##### GIVEN ENTRIES

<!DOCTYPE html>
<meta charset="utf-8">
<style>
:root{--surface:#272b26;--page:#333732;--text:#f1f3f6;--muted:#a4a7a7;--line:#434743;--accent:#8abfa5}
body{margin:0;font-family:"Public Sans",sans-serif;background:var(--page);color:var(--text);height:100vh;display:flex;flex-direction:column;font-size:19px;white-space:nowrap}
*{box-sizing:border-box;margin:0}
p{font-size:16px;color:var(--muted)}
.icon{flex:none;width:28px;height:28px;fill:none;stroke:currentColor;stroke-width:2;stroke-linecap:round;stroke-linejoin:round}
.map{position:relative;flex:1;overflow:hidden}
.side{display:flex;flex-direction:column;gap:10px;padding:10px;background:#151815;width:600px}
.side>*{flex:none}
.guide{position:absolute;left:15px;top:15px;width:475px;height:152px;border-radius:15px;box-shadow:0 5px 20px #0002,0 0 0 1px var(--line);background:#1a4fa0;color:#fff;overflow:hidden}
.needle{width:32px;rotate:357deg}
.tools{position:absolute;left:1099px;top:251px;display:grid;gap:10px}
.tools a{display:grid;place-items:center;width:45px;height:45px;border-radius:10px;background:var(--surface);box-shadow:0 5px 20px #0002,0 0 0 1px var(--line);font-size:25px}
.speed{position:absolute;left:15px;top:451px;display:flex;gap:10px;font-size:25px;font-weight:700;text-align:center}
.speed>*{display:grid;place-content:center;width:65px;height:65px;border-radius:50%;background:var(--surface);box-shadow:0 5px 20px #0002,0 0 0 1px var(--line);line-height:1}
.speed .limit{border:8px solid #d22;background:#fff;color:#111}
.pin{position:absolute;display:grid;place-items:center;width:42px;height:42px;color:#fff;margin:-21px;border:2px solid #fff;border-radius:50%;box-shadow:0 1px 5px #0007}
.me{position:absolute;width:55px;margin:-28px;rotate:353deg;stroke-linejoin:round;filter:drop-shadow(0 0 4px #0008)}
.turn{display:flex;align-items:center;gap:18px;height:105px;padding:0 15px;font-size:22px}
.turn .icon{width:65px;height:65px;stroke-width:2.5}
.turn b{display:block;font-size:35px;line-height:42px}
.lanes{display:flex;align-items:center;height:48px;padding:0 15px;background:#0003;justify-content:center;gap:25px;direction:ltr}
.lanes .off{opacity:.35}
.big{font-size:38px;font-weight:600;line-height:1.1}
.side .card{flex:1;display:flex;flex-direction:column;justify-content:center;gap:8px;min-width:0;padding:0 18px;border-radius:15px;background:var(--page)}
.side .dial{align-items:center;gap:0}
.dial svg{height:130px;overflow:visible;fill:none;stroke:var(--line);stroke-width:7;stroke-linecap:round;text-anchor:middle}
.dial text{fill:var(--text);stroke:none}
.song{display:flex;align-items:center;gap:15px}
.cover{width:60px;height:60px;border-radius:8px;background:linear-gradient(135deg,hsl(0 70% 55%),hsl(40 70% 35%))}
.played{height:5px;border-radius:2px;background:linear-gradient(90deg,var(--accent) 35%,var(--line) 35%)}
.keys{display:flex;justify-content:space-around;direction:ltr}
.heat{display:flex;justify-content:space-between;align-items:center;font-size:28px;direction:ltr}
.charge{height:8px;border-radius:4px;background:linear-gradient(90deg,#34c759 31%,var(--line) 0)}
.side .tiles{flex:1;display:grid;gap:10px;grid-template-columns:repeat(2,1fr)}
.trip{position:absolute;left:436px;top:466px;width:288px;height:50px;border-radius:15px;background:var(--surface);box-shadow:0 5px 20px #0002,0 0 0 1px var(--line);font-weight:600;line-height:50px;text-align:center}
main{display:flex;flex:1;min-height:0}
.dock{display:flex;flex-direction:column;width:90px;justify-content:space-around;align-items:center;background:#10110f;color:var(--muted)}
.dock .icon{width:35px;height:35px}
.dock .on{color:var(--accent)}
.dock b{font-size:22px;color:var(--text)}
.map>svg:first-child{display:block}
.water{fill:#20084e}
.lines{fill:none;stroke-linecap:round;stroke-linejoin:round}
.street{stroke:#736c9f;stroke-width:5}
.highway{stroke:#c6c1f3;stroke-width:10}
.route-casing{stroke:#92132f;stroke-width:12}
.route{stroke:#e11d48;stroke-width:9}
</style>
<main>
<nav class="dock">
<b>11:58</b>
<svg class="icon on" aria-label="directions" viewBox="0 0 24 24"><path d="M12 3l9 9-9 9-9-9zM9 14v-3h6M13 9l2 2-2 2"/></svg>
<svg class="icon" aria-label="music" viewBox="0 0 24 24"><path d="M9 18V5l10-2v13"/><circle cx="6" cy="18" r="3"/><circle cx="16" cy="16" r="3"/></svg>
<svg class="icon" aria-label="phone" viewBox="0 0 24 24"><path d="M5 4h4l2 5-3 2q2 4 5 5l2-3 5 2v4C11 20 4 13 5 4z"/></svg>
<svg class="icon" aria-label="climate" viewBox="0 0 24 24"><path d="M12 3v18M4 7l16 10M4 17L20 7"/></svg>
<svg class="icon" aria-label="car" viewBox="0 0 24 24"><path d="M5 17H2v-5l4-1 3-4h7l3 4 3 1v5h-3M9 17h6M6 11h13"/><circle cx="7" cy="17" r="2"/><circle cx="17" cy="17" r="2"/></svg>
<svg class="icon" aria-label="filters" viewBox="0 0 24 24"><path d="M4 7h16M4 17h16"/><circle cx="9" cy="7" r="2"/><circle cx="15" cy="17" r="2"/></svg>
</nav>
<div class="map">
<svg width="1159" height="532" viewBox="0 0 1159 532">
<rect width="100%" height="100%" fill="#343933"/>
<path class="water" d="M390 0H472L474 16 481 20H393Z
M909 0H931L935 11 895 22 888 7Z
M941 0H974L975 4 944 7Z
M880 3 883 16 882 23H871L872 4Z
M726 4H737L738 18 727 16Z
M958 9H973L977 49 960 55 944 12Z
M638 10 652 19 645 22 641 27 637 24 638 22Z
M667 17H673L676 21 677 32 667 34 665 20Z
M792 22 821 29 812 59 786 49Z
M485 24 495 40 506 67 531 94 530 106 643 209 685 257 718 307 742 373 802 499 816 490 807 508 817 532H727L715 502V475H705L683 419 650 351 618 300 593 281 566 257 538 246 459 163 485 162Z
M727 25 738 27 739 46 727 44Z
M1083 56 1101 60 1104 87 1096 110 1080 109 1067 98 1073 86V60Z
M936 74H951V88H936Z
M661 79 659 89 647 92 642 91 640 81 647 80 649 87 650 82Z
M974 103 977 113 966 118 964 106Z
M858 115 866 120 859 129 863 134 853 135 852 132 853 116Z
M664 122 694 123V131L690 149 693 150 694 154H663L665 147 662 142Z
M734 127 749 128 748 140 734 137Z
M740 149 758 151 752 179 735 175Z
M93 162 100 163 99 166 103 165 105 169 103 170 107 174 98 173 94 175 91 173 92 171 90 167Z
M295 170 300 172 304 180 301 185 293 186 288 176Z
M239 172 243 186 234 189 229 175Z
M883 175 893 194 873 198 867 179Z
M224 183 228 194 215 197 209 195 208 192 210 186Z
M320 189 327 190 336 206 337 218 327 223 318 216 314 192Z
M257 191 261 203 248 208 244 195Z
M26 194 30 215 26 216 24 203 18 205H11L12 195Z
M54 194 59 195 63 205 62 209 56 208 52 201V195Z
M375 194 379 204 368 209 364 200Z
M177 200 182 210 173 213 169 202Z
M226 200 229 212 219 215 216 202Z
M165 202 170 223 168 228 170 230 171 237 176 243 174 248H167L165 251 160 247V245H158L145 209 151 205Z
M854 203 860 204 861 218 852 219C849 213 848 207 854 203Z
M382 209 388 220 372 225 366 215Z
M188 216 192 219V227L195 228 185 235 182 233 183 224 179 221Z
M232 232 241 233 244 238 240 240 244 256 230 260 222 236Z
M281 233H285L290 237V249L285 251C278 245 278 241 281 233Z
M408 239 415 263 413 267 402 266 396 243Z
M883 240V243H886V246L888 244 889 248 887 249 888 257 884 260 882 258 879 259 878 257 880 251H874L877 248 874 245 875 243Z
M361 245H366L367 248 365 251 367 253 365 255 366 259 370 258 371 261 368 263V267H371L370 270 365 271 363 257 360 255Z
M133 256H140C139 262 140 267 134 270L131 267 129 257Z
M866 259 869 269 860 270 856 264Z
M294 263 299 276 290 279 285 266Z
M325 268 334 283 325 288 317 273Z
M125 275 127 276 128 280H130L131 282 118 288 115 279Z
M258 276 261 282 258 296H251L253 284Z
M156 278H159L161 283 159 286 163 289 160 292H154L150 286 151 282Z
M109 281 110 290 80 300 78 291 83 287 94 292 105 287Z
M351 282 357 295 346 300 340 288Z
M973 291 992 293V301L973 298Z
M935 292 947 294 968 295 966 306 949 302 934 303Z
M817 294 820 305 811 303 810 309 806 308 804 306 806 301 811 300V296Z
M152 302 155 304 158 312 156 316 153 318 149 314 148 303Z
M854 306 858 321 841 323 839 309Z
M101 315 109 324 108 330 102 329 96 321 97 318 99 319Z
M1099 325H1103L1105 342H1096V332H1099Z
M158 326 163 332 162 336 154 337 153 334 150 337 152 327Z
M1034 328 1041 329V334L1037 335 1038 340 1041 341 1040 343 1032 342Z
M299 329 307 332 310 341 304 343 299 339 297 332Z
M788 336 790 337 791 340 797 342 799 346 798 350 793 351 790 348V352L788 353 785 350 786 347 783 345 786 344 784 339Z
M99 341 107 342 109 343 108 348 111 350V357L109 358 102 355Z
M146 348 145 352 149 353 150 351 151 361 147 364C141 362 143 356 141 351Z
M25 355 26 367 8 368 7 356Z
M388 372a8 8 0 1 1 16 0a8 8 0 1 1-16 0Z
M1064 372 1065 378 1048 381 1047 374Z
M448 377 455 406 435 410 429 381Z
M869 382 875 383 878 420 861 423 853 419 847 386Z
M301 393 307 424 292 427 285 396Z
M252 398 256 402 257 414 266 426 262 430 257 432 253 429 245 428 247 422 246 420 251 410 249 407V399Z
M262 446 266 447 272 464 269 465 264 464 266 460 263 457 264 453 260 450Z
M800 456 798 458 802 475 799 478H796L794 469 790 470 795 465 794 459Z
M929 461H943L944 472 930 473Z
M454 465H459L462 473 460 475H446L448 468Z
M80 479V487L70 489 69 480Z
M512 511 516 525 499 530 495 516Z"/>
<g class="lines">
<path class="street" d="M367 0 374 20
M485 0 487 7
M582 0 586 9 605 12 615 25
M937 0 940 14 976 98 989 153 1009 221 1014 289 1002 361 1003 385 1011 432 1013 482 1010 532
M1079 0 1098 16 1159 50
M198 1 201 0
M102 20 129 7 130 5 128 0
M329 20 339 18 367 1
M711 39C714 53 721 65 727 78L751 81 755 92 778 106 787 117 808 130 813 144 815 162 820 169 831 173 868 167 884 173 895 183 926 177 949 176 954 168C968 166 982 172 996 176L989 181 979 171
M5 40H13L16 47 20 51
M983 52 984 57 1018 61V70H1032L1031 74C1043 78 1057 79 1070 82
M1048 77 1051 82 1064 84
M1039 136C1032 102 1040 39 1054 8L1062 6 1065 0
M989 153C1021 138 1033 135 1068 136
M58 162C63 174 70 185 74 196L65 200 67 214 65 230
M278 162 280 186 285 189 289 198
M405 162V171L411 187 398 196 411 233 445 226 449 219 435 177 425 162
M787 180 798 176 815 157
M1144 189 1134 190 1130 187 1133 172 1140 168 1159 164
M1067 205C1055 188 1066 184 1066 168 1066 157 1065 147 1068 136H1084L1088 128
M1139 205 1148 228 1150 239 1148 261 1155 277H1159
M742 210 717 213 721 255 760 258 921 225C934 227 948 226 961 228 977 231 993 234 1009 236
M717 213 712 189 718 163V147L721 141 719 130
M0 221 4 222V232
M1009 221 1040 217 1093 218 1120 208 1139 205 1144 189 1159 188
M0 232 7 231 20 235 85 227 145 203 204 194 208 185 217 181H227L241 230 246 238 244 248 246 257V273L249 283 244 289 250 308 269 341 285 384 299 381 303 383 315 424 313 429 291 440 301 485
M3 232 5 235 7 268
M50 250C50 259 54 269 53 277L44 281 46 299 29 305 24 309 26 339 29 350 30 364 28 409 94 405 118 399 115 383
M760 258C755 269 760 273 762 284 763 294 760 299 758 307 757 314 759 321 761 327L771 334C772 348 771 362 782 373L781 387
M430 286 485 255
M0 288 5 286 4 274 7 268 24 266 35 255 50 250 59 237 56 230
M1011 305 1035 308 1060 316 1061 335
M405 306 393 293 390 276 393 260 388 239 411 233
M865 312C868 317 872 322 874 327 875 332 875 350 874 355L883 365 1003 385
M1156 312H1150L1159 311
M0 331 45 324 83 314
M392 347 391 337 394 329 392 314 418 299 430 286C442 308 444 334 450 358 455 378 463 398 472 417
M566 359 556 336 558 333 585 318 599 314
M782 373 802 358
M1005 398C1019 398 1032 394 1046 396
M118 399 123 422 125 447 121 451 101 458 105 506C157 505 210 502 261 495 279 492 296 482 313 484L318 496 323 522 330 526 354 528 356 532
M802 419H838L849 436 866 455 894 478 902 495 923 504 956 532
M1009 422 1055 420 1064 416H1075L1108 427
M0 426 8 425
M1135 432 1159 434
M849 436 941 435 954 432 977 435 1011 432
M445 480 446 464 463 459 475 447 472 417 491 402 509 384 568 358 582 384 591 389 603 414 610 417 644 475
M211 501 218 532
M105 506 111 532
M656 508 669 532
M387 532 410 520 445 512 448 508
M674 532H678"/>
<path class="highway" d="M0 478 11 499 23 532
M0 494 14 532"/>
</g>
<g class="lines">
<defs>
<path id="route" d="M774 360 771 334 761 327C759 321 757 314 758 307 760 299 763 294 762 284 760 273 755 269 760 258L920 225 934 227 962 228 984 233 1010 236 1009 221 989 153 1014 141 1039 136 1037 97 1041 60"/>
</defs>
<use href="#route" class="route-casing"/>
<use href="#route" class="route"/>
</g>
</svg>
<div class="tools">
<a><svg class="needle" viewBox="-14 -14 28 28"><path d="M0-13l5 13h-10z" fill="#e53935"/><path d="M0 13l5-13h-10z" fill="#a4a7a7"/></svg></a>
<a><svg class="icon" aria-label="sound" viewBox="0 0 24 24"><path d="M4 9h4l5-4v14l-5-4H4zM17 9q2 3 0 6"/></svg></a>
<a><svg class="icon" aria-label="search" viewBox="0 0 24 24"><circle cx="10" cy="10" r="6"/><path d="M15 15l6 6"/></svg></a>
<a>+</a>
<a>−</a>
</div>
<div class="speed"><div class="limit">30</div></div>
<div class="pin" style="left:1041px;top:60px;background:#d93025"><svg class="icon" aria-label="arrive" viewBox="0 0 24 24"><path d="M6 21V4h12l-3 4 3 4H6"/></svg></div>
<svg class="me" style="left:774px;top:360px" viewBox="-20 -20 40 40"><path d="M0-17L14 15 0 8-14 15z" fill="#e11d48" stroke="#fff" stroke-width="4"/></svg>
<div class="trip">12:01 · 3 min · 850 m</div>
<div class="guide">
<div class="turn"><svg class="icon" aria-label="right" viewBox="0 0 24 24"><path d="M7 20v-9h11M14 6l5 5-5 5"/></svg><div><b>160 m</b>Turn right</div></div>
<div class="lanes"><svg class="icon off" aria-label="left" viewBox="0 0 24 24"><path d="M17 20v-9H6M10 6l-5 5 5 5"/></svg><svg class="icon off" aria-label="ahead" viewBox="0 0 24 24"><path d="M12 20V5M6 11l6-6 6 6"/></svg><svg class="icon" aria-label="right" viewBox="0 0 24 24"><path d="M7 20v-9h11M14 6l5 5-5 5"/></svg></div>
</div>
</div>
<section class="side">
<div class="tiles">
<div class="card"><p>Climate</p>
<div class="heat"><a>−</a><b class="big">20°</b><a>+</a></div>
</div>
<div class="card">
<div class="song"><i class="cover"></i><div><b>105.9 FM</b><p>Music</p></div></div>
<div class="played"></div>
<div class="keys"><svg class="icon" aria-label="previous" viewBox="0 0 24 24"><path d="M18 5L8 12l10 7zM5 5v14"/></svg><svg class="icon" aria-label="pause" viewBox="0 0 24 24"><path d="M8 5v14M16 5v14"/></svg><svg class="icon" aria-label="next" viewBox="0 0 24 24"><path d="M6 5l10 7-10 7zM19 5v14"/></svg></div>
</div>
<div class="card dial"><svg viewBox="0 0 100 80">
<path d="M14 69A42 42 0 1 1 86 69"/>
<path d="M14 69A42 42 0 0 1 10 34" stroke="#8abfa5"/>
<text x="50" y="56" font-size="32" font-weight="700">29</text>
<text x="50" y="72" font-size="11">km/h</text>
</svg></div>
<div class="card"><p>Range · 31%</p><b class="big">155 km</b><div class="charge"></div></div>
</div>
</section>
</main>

##########

**ABOUT THIS TASK:**
State only the count of lines above that hold the string "margin".

**REPLY TO THE TASK:**
4